RECORDED DATA Start Marker
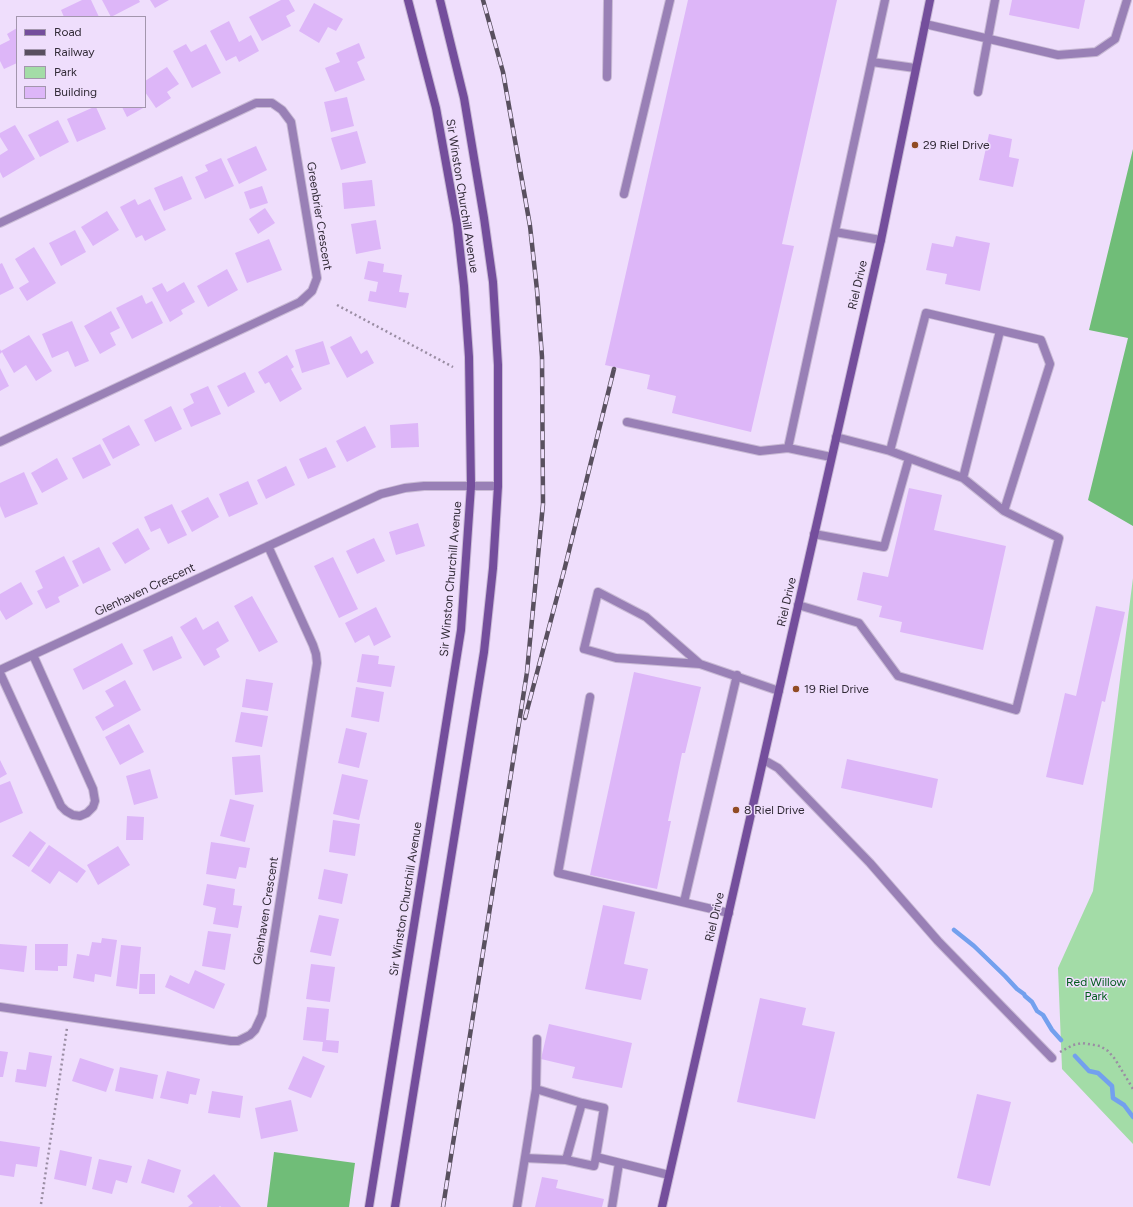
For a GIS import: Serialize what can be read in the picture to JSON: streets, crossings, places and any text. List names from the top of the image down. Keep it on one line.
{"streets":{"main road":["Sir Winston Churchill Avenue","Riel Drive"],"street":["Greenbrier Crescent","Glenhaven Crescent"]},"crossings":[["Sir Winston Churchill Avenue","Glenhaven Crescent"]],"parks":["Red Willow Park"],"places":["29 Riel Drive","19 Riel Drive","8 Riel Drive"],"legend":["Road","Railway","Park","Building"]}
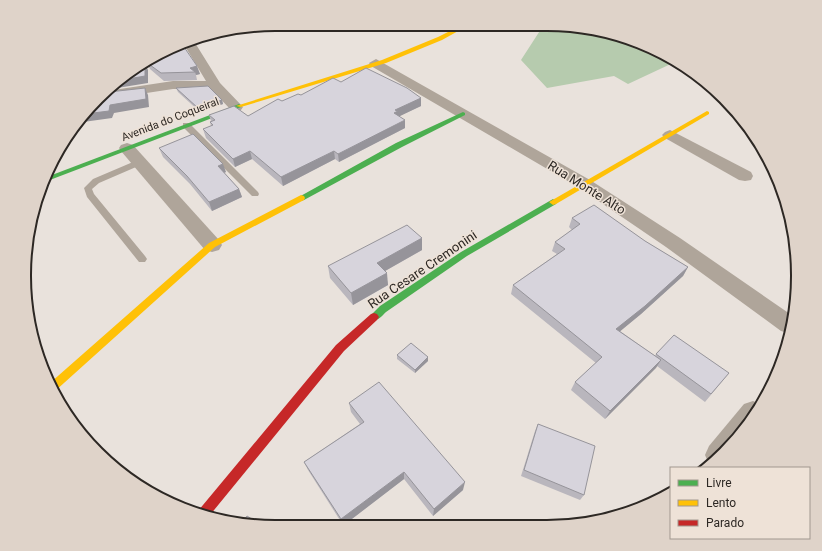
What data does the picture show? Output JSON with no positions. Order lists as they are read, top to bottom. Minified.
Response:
RECORDED DATA End Marker
* THE PROBLEM
The listing above is to be set down word for word, without its images.

* ANSWER TO THIS PROBLEM
For a GIS import: Serialize what can be read in the picture to JSON: streets, crossings, places and any text. List names from the top of the image down. Keep it on one line.
{"streets":{"main road":["Sir Winston Churchill Avenue","Riel Drive"],"street":["Greenbrier Crescent","Glenhaven Crescent"]},"crossings":[["Sir Winston Churchill Avenue","Glenhaven Crescent"]],"parks":["Red Willow Park"],"places":["29 Riel Drive","19 Riel Drive","8 Riel Drive"],"legend":["Road","Railway","Park","Building"]}
What data does the picture show? Output JSON with no positions. Order lists as they are read, top to bottom. Minified.
Response:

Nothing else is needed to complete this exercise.